__WHAT TO WORK ON__: The entries below are to be reproduced exactly, with their pictures omitted.
### GIVEN DATA
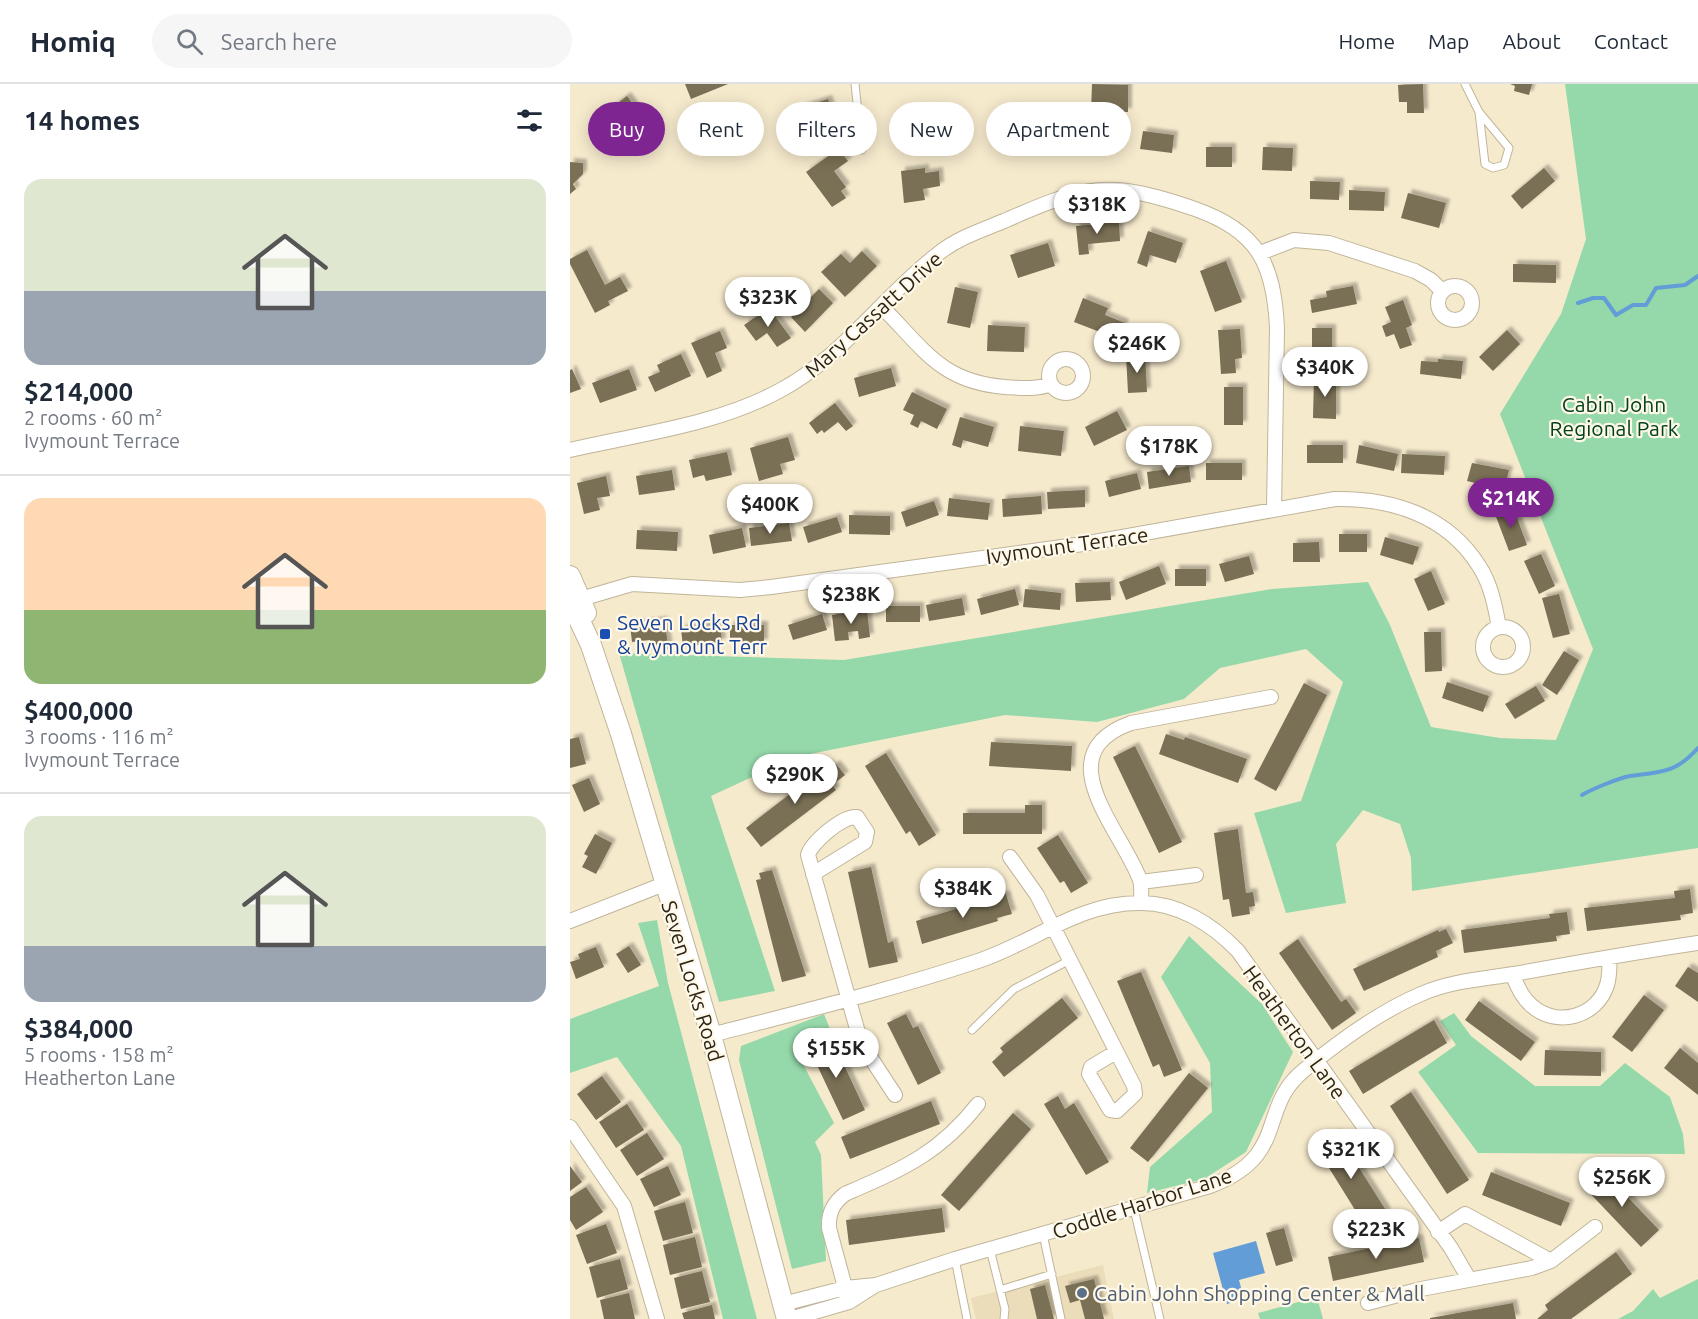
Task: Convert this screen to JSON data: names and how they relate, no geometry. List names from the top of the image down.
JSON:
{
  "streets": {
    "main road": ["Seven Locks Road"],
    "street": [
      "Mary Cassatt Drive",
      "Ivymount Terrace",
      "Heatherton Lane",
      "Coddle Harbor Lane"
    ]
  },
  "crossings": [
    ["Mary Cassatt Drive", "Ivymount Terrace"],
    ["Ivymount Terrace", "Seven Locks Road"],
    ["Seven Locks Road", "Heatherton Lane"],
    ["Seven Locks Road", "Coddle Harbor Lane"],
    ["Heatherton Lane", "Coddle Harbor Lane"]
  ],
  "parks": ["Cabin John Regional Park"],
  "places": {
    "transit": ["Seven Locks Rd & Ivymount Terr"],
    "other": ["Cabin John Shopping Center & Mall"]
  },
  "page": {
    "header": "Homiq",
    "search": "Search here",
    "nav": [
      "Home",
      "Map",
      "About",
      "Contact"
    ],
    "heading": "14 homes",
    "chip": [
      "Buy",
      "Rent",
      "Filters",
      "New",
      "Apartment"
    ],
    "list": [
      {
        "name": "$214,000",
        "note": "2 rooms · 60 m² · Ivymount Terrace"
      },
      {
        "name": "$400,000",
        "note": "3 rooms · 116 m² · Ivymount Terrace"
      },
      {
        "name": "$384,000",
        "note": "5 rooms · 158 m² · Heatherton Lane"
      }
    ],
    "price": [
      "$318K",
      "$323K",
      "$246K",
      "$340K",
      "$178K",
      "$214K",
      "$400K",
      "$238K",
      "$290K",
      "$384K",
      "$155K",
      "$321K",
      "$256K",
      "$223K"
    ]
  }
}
######
__COMPLETED EXERCISE__:
Task: Convert this screen to JSON data: names and how they relate, no geometry. List names from the top of the image down.
JSON:
{
  "streets": {
    "main road": ["Seven Locks Road"],
    "street": [
      "Mary Cassatt Drive",
      "Ivymount Terrace",
      "Heatherton Lane",
      "Coddle Harbor Lane"
    ]
  },
  "crossings": [
    ["Mary Cassatt Drive", "Ivymount Terrace"],
    ["Ivymount Terrace", "Seven Locks Road"],
    ["Seven Locks Road", "Heatherton Lane"],
    ["Seven Locks Road", "Coddle Harbor Lane"],
    ["Heatherton Lane", "Coddle Harbor Lane"]
  ],
  "parks": ["Cabin John Regional Park"],
  "places": {
    "transit": ["Seven Locks Rd & Ivymount Terr"],
    "other": ["Cabin John Shopping Center & Mall"]
  },
  "page": {
    "header": "Homiq",
    "search": "Search here",
    "nav": [
      "Home",
      "Map",
      "About",
      "Contact"
    ],
    "heading": "14 homes",
    "chip": [
      "Buy",
      "Rent",
      "Filters",
      "New",
      "Apartment"
    ],
    "list": [
      {
        "name": "$214,000",
        "note": "2 rooms · 60 m² · Ivymount Terrace"
      },
      {
        "name": "$400,000",
        "note": "3 rooms · 116 m² · Ivymount Terrace"
      },
      {
        "name": "$384,000",
        "note": "5 rooms · 158 m² · Heatherton Lane"
      }
    ],
    "price": [
      "$318K",
      "$323K",
      "$246K",
      "$340K",
      "$178K",
      "$214K",
      "$400K",
      "$238K",
      "$290K",
      "$384K",
      "$155K",
      "$321K",
      "$256K",
      "$223K"
    ]
  }
}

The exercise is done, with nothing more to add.